Salvo il governo, le parti si sono legate a vicenda fino al 2022. Elemento chiave dell’Accordo, l’attuale ed i futuri esecutivi dovranno seguire le indicazioni di budget delle opposizioni. Lofven potrà rivedere il suo a primavera ma, dal prossimo dovrà sostenere quello dell’opposizione.
I due blocchi si sono accordati per coordinare le scelte di investimento su pensioni, difesa ed energia. Al tavolo delle discussioni, invece, non è comparso il tema immigrazione che sarebbe stato centrale nelle elezioni di marzo. Gli Svedesi Democratici, infatti, parlavano già di “un referendum sull’immigrazione”.
Al di là di Karlsson, sconfitto quando credeva di avere ormai vinto, le parti hanno accolto l’Accordo con pragmaticità. Secondo il leader dei Democratici Cristiani, Hagglund: “Ci si deve focalizzare sui contenuti politici, non sulle loro forme. Questa soluzione – ha spiegato – permette di farlo”.

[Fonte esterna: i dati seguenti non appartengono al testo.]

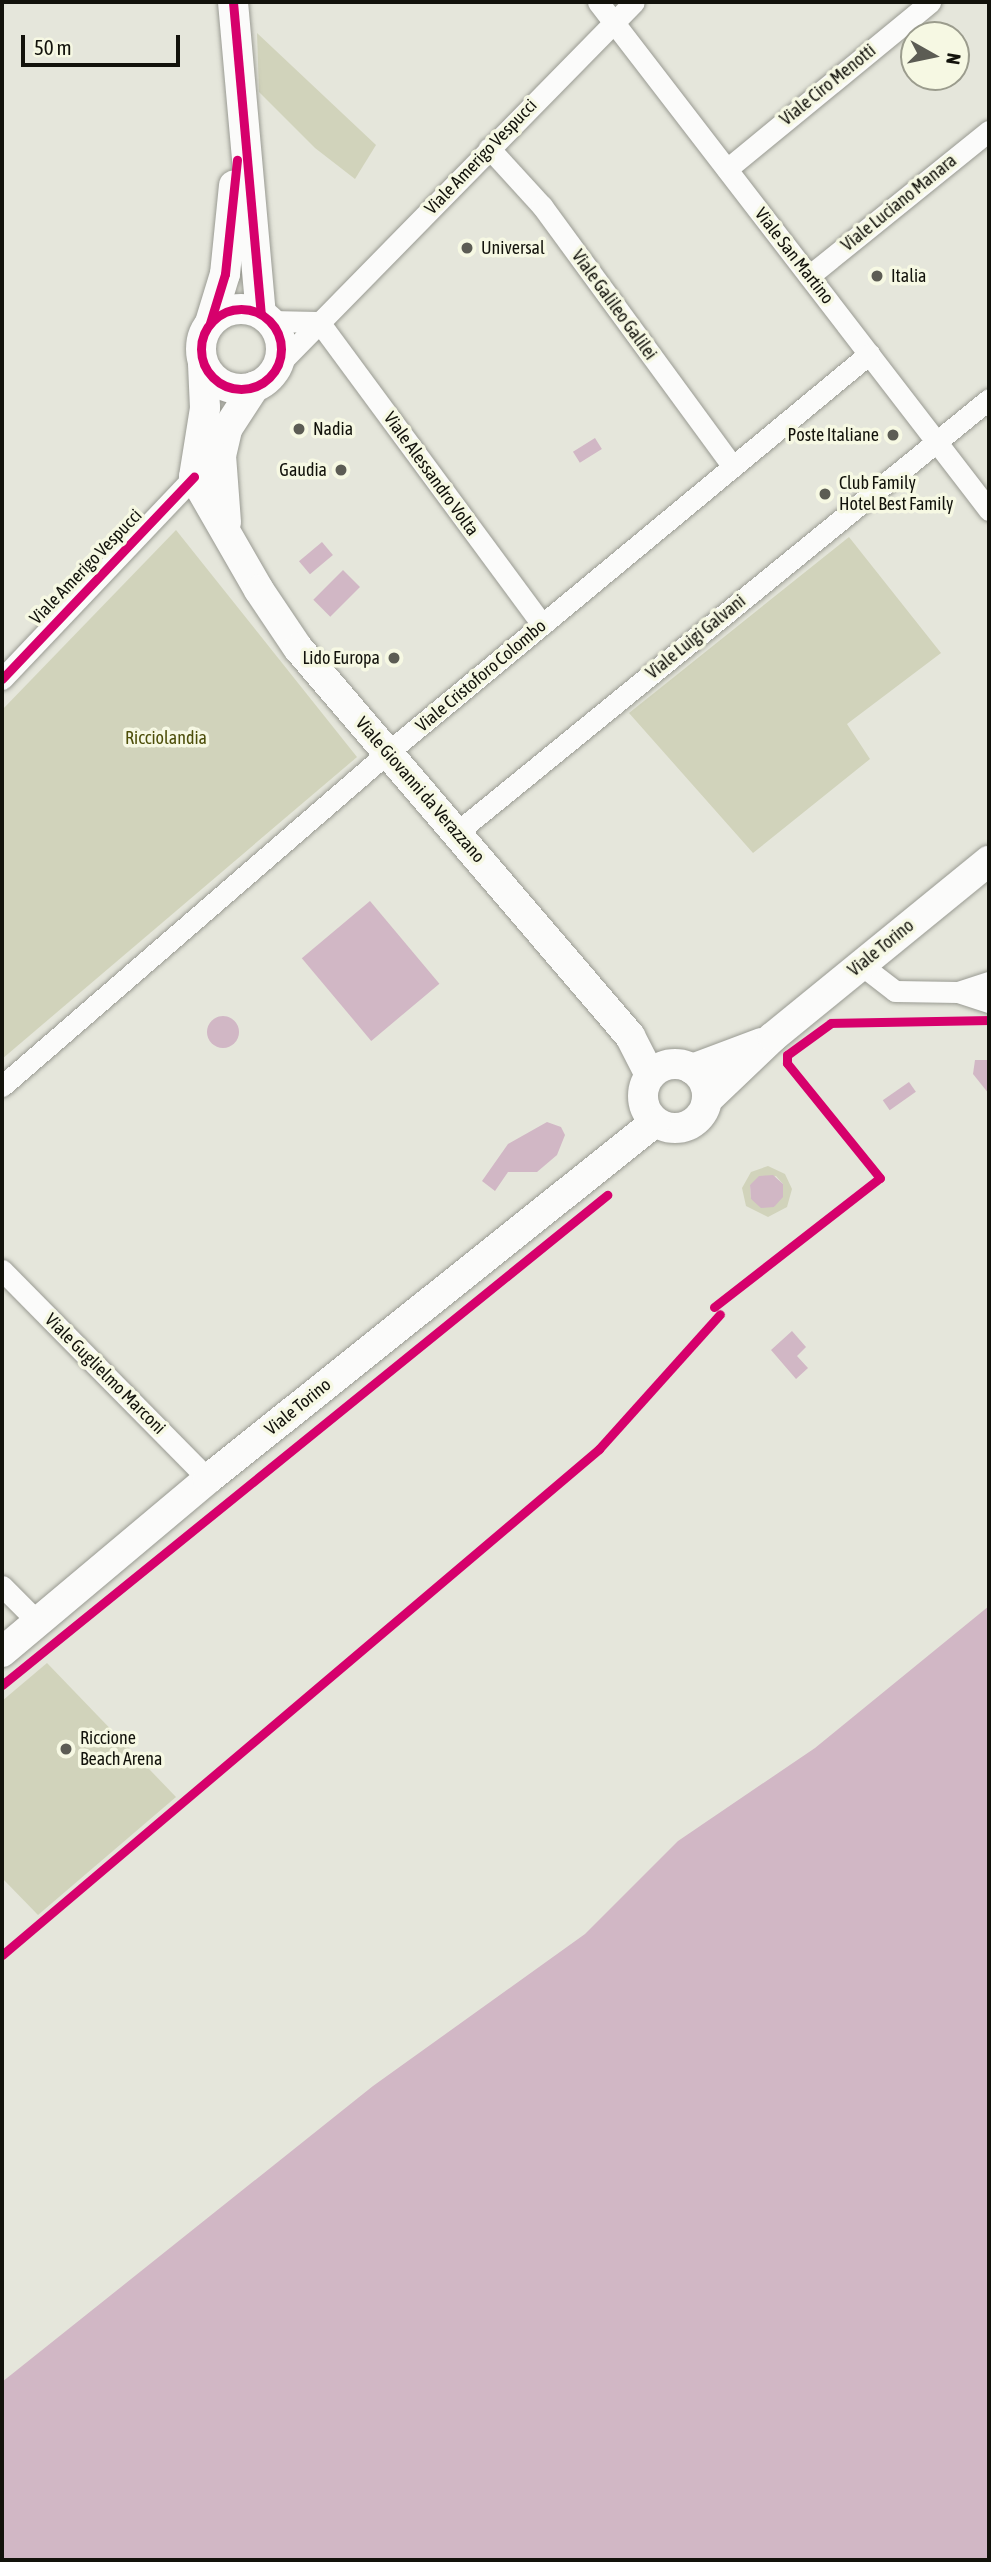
<!DOCTYPE html>
<html>
<head>
<meta charset="utf-8">
<style>
  body { margin:0 }
  #map { position:relative; width:991px; height:2562px; overflow:hidden; background:#e5e6db; font-family:"Asap Condensed",sans-serif }
  div>[style] { position:absolute }
  [style*='--x'] { left:calc(var(--x)*1px); top:calc(var(--y)*1px); width:calc(var(--w)*1px); rotate:calc(var(--a)*1deg) }
  .green>* { inset:0; background:#d1d3bb }
  .water>* { inset:0; background:#d1b7c5; transform-origin:0 0 }
  .round { border-radius:50% }
  .roads { filter:drop-shadow(0 0 2px #999a92) drop-shadow(0 0 2px #999a92) }
  .street>* { height:21px; margin:-10.5px; padding:0 10.5px; transform-origin:10.5px; border-radius:10.5px; background:#fbfbfa }
  .secondary>* { height:30px; margin:-15px; padding:0 15px; transform-origin:15px; border-radius:15px; background:#fbfbfa }
  .secondary>.ring { margin:-15px; padding:0; box-sizing:content-box; background:none; border:30px solid #fbfbfa; border-radius:50% }
  .cycleway>* { height:9px; margin:-4.5px; padding:0 4.5px; transform-origin:4.5px; border-radius:4.5px; background:#d6006c }
  .cycleway>.ring { margin:-4.5px; padding:0; box-sizing:content-box; background:none; border:9px solid #d6006c; border-radius:50% }
  .dots>* { width:19px; height:19px; translate:-50% -50%; box-sizing:border-box; border:4px solid #f6f8e3; border-radius:50% }
  span { translate:-50% -50%; white-space:nowrap; text-align:center; line-height:1.15; -webkit-text-stroke:7px #f6f8e3; paint-order:stroke }
  .street-label { font-size:18px; color:#12120b }
  .poi-label { font-size:18px; color:#12120b }
  .left { translate:0 -50%; text-align:left }
  .right { translate:-100% -50%; text-align:right }
  .park-label { font-size:18px; color:#4d4e09 }
  .frame { position:absolute; inset:0; border:4px solid #12120b; pointer-events:none }
  .north { position:absolute; left:900px; top:21px; width:70px; height:70px; box-sizing:border-box; background:#f6f8e3; border:2px solid #9b9c8d; border-radius:50%; rotate:99deg; font-size:19px; font-weight:700; line-height:28px; text-align:center; color:#12120b }
  .north::after { content:''; display:block; margin:auto; width:24px; height:32px; background:#5c5c54; clip-path:polygon(50% 0,100% 100%,50% 72%,0 100%) }
  .scale { position:absolute; left:21px; top:35px; width:159px; height:32px; box-sizing:border-box; border:4px solid #12120b; border-top:0; padding-left:9px; font-size:21px; line-height:24px; white-space:nowrap; color:#12120b; -webkit-text-stroke:5px #f6f8e3; paint-order:stroke }
</style>
</head>
<body>
<div id="map">
  <div class="green">
    <i style="clip-path:polygon(257px 33px,376px 145px,355px 179px,315px 148px,259px 92px)"></i>
    <i style="clip-path:polygon(176px 530px,357px 757px,2px 1059px,2px 710px)"></i>
    <i style="clip-path:polygon(849px 537px,941px 653px,847px 724px,870px 759px,753px 853px,629px 713px)"></i>
    <i style="clip-path:polygon(evenodd,768px 1166px,785px 1174px,792px 1189px,787px 1207px,768px 1217px,746px 1206px,742px 1188px,751px 1172px,768px 1166px,776px 1176px,783px 1184px,774px 1207px,751px 1199px,750px 1185px,776px 1176px)"></i>
    <i style="clip-path:polygon(47px 1663px,176px 1797px,38px 1915px,2px 1878px,2px 1701px)"></i>
  </div>
  <div class="water">
    <i style="left:595px;top:438px;width:13px;height:26px;rotate:58deg"></i>
    <i style="left:322px;top:542px;width:17px;height:30px;rotate:50deg"></i>
    <i style="left:343px;top:570px;width:24px;height:42px;rotate:45deg"></i>
    <i style="left:370px;top:901px;width:108px;height:89px;rotate:50deg"></i>
    <i class="round" style="left:207px;top:1016px;width:32px;height:32px"></i>
    <i style="clip-path:polygon(975px 1060px,989px 1060px,989px 1094px,973px 1074px)"></i>
    <i style="left:909px;top:1082px;width:12px;height:32px;rotate:55deg"></i>
    <i style="clip-path:polygon(547px 1122px,561px 1127px,565px 1135px,557px 1155px,537px 1172px,508px 1172px,495px 1191px,482px 1181px,508px 1144px)"></i>
    <i style="clip-path:polygon(773px 1175px,783px 1184px,783px 1197px,774px 1207px,761px 1208px,751px 1199px,750px 1185px,759px 1176px)"></i>
    <i style="clip-path:polygon(792px 1331px,806px 1347px,797px 1356px,808px 1368px,796px 1379px,771px 1350px)"></i>
    <i style="clip-path:polygon(989px 1606px,989px 2560px,2px 2560px,2px 2382px,373px 2086px,585px 1934px,678px 1841px,815px 1748px)"></i>
  </div>
  <div class="roads">
    <div class="street">
      <i style="--x:598;--y:2;--w:641;--a:52.42"></i>
      <i style="--x:489;--y:148;--w:79;--a:47.6"></i>
      <i style="--x:542;--y:206;--w:323;--a:53.8"></i>
      <i style="--x:727;--y:169;--w:263;--a:-39.4"></i>
      <i style="--x:809;--y:276;--w:231;--a:-38.9"></i>
      <i style="--x:270;--y:321;--w:49;--a:1.2"></i>
      <i style="--x:319;--y:322;--w:376;--a:53.6"></i>
      <i style="--x:278;--y:365;--w:508;--a:-45.56"></i>
      <i style="--x:2;--y:679;--w:279;--a:-46.5"></i>
      <i style="--x:456;--y:833;--w:687;--a:-39.15"></i>
      <i style="--x:860;--y:964;--w:44;--a:37.6"></i>
      <i style="--x:895;--y:991;--w:63;--a:0.9"></i>
      <i style="--x:958;--y:992;--w:33;--a:18"></i>
      <i style="--x:958;--y:992;--w:33;--a:-18"></i>
      <i style="--x:2;--y:1086;--w:509;--a:-40.86"></i>
      <i style="--x:387;--y:753;--w:626;--a:-39.62"></i>
      <i style="--x:2;--y:1270;--w:293;--a:45.4"></i>
      <i style="--x:2;--y:1586;--w:51;--a:45"></i>
    </div>
    <div class="secondary">
      <i style="--x:233;--y:2;--w:312;--a:84.9"></i>
      <i class="ring" style="left:201px;top:309px;width:50px;height:50px"></i>
      <i style="--x:210;--y:323;--w:51;--a:-73"></i>
      <i style="--x:225;--y:274;--w:89;--a:-84.2"></i>
      <i style="--x:203;--y:364;--w:44;--a:87.4"></i>
      <i style="--x:205;--y:408;--w:70;--a:99.1"></i>
      <i style="--x:194;--y:477;--w:130;--a:60.1"></i>
      <i style="--x:259;--y:590;--w:70;--a:56.1"></i>
      <i style="--x:298;--y:648;--w:511;--a:49.45"></i>
      <i style="--x:630;--y:1036;--w:44;--a:62.9"></i>
      <i style="--x:226;--y:522;--w:66;--a:-94.3"></i>
      <i style="--x:221;--y:456;--w:28;--a:-77"></i>
      <i style="--x:227;--y:429;--w:51;--a:-56.9"></i>
      <i class="ring" style="left:643px;top:1064px;width:34px;height:34px"></i>
      <i style="--x:692;--y:1069;--w:74;--a:-20.6"></i>
      <i style="--x:707;--y:1100;--w:91;--a:-43.7"></i>
      <i style="--x:773;--y:1037;--w:279;--a:-39.2"></i>
      <i style="--x:2;--y:1652;--w:269;--a:-40"></i>
      <i style="--x:208;--y:1479;--w:572;--a:-38.61"></i>
    </div>
  </div>
  <div class="cycleway">
    <i style="--x:233;--y:2;--w:312;--a:84.9"></i>
    <i class="ring" style="left:201px;top:309px;width:71px;height:71px"></i>
    <i style="--x:210;--y:323;--w:51;--a:-73"></i>
    <i style="--x:225;--y:274;--w:115;--a:-84"></i>
    <i style="--x:2;--y:679;--w:279;--a:-46.5"></i>
    <i style="--x:714;--y:1307;--w:210;--a:-37.9"></i>
    <i style="--x:880;--y:1178;--w:148;--a:-129"></i>
    <i style="--x:787;--y:1063;--w:8;--a:-90"></i>
    <i style="--x:787;--y:1055;--w:54;--a:-36"></i>
    <i style="--x:831;--y:1023;--w:158;--a:-1.1"></i>
    <i style="--x:2;--y:1685;--w:779;--a:-39"></i>
    <i style="--x:2;--y:1955;--w:783;--a:-40.28"></i>
    <i style="--x:599;--y:1449;--w:181;--a:-48.1"></i>
  </div>
  <div class="dots">
    <i style="left:467px;top:248px;background:#5c5c54"></i>
    <i style="left:877px;top:276px;background:#5c5c54"></i>
    <i style="left:299px;top:429px;background:#5c5c54"></i>
    <i style="left:893px;top:435px;background:#5c5c54"></i>
    <i style="left:341px;top:470px;background:#5c5c54"></i>
    <i style="left:825px;top:494px;background:#5c5c54"></i>
    <i style="left:394px;top:658px;background:#5c5c54"></i>
    <i style="left:66px;top:1749px;background:#5c5c54"></i>
  </div>
  <div class="street-label">
    <span style="left:828px;top:85px;rotate:-39deg">Viale Ciro Menotti</span>
    <span style="left:481px;top:157px;rotate:-46deg">Viale Amerigo Vespucci</span>
    <span style="left:899px;top:203px;rotate:-39deg">Viale Luciano Manara</span>
    <span style="left:794px;top:256px;rotate:52deg">Viale San Martino</span>
    <span style="left:614px;top:305px;rotate:54deg">Viale Galileo Galilei</span>
    <span style="left:431px;top:474px;rotate:54deg">Viale Alessandro Volta</span>
    <span style="left:86px;top:567px;rotate:-46deg">Viale Amerigo Vespucci</span>
    <span style="left:696px;top:637px;rotate:-39deg">Viale Luigi Galvani</span>
    <span style="left:481px;top:676px;rotate:-40deg">Viale Cristoforo Colombo</span>
    <span style="left:420px;top:790px;rotate:49deg">Viale Giovanni da Verazzano</span>
    <span style="left:881px;top:948px;rotate:-39deg">Viale Torino</span>
    <span style="left:105px;top:1374px;rotate:45deg">Viale Guglielmo Marconi</span>
    <span style="left:298px;top:1407px;rotate:-39deg">Viale Torino</span>
  </div>
  <div class="poi-label">
    <span class="left" style="left:481px;top:248px">Universal</span>
    <span class="left" style="left:891px;top:276px">Italia</span>
    <span class="left" style="left:313px;top:429px">Nadia</span>
    <span class="right" style="left:879px;top:435px">Poste Italiane</span>
    <span class="right" style="left:327px;top:470px">Gaudia</span>
    <span class="left" style="left:839px;top:494px">Club Family<br>Hotel Best Family</span>
    <span class="right" style="left:380px;top:658px">Lido Europa</span>
    <span class="left" style="left:80px;top:1749px">Riccione<br>Beach Arena</span>
  </div>
  <div class="park-label">
    <span style="left:166px;top:738px">Ricciolandia</span>
  </div>
  <div class="frame"></div>
  <div class="north">N</div>
  <div class="scale">50 m</div>
</div>
</body>
</html>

Anche Anna Kingberg Batra, leader dei Moderati, ha dimostrato entusiasmo: “Questo patto rafforza la Svezia. Noi dell’Alleanza lo cercavamo da tempo”. E favorevole alle larghe intese, lo è anche il Partito di Centro che, con Annie Loof: “Dal 1970 abbiamo avuto governi di minoranza quasi sempre. Adesso abbiamo l’opportunità di dimostrare la necessità di governare il Paese a prescindere dai blocchi di partito.”

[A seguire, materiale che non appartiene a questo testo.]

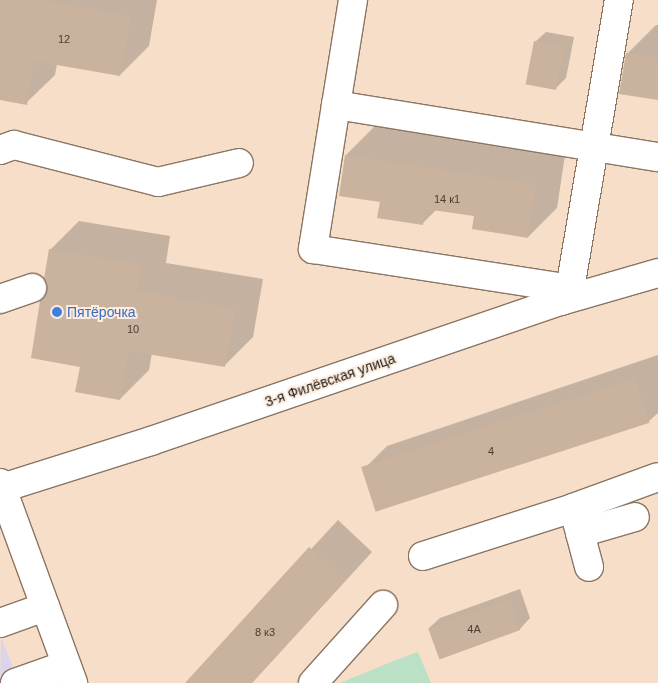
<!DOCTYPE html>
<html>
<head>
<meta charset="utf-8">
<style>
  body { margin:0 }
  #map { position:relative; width:658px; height:683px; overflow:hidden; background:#f6dec8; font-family:Arial,sans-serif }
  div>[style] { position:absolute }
  .commercial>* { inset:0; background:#dad5eb }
  .green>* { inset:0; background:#bae1c5 }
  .shadow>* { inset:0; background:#0003 }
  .building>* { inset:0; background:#c9b29e; transform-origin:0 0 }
  .roads { filter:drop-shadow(1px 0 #8b7562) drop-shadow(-1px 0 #8b7562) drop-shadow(0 1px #8b7562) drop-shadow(0 -1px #8b7562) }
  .minor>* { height:28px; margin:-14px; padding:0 14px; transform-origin:14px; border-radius:14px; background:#fff }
  .dots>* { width:14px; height:14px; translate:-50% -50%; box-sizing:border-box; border:2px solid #fcede0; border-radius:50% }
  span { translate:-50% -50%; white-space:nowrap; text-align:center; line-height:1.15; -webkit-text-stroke:4px #fcede0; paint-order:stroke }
  .number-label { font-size:11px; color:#493d33 }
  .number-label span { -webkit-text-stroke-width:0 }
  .shop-label { font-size:14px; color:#366cbe }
  .left { translate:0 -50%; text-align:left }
  .street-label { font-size:14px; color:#1e160f }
</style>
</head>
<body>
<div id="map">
  <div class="commercial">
    <i style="clip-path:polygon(1px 637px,19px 683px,0 683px)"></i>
  </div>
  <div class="green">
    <i style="clip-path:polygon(418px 652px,431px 683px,340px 683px,386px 664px)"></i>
  </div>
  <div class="shadow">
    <i style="clip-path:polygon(0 0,157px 0,149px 46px,120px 75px,57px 64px,55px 75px,26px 103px,0 99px)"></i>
    <i style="clip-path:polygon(656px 25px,658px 25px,658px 99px,627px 54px)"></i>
    <i style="clip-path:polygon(546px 32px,574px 37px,566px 78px,555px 89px,535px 42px)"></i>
    <i style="clip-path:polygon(375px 126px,565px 155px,557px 208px,528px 237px,476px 215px,437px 209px,422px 224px,382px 201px,346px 155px)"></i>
    <i style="clip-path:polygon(79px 221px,170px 236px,166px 263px,263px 279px,253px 337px,224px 366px,152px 353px,149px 370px,120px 399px,81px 366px,49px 291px,50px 250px)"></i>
    <i style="clip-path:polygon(658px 355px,658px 413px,649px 421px,363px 470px,387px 446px)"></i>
    <i style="clip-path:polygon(338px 520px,372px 552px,252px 683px,187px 683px)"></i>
    <i style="clip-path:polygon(520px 589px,530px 618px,520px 629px,439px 657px,429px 628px,440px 618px)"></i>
  </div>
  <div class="building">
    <i style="clip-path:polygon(0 0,40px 0,131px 16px,120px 76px,34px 61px,27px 105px,0 100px)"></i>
    <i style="left:534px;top:41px;width:31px;height:44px;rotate:11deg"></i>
    <i style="clip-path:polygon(626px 53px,658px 58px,658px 100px,619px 94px)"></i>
    <i style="clip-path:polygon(345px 155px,536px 184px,528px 238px,472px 229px,474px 216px,425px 209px,423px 225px,377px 218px,380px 202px,339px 196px)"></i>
    <i style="clip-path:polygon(49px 249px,142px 265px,137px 291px,235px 308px,225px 367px,129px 351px,120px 400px,75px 392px,80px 367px,31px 358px,40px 301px,47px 290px,44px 279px)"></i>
    <i style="left:635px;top:378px;width:47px;height:288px;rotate:72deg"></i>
    <i style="clip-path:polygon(309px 547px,346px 580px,252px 683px,185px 683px)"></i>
    <i style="left:509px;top:599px;width:33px;height:86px;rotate:70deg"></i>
  </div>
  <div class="roads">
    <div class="minor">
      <i style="left:353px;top:0;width:106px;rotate:99.2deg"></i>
      <i style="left:336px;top:105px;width:326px;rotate:9.2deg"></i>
      <i style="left:336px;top:105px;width:146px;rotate:99.1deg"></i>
      <i style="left:313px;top:249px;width:260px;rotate:8.8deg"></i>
      <i style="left:0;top:150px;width:15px;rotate:-20deg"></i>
      <i style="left:14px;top:145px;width:149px;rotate:14.4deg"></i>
      <i style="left:158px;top:182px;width:83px;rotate:-13.2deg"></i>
      <i style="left:0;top:299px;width:34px;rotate:-19deg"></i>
      <i style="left:561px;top:301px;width:15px;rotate:-53deg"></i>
      <i style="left:570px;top:289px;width:293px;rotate:-80.4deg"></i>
      <i style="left:0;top:483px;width:213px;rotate:69.9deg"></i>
      <i style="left:2px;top:488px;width:156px;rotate:-17.5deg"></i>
      <i style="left:151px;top:441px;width:433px;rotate:-18.9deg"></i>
      <i style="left:561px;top:301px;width:101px;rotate:-16.1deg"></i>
      <i style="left:573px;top:508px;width:26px;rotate:74deg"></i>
      <i style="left:580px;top:533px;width:57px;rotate:-16.2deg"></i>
      <i style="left:580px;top:533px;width:35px;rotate:75deg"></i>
      <i style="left:423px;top:556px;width:157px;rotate:-17.7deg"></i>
      <i style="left:573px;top:508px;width:90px;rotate:-20deg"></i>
      <i style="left:0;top:623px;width:48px;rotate:-19.6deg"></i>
      <i style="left:15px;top:683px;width:54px;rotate:-19.4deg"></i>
      <i style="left:313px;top:683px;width:105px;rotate:-48.1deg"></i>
    </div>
  </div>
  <div class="dots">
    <i style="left:57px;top:312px;background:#3f7fe0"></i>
  </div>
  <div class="number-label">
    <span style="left:64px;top:39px">12</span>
    <span style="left:447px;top:199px">14 к1</span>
    <span style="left:133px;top:329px">10</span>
    <span style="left:491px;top:451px">4</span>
    <span style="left:474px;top:629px">4А</span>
    <span style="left:265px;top:632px">8 к3</span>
  </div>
  <div class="shop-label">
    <span class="left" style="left:67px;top:312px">Пятёрочка</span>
  </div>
  <div class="street-label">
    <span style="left:330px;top:380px;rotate:-19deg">3-я Филёвская улица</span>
  </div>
</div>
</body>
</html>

Chi è stato critico nei confronti dell’alleanza dell’ultim’ora, è Jonas Sjöstedt, leader della sinistra. Al centro della sua preoccupazione sono le sovvenzioni statali ai privati. “Se la coalizione non riuscirà a mantenere l’accordo di profitto in merito – ha reso chiaro – non avrà il nostro appoggio sul prossimo bilancio”.
La questione immigrazione dovrà essere comunque affrontata, perché il malcontento percepito è crescente e sempre più manifesto. Le manifestazioni pro-nazionalismo già nel 2013 erano state forti, nel 2014 sono state assaltate 12 moschee: le ultime tre, tra natale e capodanno.
La Svezia è uno dei Paesi europei con maggiore cultura e tradizione di accoglienza – nelle parole di Karlsson “con le politiche di immigrazione più estreme del continente”. Le crisi medio-orientali hanno accresciuto il numero delle richieste di asilo dell’anno scorso (74mila, dati Eurostat). La Svezia, sia chiaro, è tutt’altro che xenofoba: diverse sono state le manifestazioni anti razziste negli ultimi mesi. Eppure i Democratici-Svedesi acquistano consenso e, dopo Charlie, la moschea di Gotenborg è stata minacciata di un nuovo attacco bomba.